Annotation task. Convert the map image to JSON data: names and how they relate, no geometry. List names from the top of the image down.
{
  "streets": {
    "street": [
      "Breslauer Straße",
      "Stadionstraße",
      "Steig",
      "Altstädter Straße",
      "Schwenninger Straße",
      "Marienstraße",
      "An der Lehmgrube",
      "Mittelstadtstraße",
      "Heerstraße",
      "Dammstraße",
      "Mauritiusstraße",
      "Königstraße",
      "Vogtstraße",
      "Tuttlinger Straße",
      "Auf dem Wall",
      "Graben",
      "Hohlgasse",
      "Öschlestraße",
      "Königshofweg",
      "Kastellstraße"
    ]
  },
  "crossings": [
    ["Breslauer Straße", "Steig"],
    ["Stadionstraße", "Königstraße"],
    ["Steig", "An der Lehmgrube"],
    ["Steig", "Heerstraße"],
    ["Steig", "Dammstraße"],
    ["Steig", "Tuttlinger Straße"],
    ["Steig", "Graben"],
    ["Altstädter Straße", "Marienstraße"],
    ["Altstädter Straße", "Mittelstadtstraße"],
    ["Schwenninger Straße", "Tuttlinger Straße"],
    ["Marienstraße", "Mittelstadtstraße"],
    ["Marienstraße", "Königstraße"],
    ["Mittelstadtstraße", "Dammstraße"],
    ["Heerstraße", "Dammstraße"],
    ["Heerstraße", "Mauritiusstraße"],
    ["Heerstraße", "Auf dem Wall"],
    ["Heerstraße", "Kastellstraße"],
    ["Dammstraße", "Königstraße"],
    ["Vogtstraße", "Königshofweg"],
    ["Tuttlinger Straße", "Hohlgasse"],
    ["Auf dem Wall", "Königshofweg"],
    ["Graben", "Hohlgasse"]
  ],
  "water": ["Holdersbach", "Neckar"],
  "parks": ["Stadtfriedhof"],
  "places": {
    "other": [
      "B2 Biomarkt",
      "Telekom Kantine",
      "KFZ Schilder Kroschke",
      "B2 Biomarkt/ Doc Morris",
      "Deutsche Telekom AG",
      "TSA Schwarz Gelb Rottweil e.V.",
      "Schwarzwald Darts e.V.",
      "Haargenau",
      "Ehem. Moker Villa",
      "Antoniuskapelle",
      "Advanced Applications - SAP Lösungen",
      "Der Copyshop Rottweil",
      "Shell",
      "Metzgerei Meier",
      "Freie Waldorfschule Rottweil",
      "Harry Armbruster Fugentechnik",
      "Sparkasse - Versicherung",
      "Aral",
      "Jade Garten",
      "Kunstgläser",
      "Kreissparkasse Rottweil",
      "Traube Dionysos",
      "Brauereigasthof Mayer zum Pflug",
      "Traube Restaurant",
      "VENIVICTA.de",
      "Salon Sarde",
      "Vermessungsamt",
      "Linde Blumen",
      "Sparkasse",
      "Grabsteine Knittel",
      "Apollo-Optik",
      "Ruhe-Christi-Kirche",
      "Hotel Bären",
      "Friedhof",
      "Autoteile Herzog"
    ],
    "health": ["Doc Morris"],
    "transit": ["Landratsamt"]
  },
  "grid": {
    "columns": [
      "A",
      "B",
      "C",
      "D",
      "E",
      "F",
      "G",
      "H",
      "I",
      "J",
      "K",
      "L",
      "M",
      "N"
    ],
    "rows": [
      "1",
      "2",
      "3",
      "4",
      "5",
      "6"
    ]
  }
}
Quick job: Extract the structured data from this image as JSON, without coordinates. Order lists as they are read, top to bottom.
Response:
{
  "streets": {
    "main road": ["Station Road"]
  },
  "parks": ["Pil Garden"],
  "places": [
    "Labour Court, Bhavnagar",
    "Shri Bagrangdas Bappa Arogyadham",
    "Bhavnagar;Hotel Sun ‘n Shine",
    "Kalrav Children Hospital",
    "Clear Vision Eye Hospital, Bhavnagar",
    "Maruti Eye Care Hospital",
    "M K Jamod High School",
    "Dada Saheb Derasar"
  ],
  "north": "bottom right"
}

§ **WHAT THIS TASK INVOLVES**:
Write out each line above containing "Hohlgasse".

§ **SOLUTION TO THIS EXERCISE**:
      "Hohlgasse",
    ["Tuttlinger Straße", "Hohlgasse"],
    ["Graben", "Hohlgasse"]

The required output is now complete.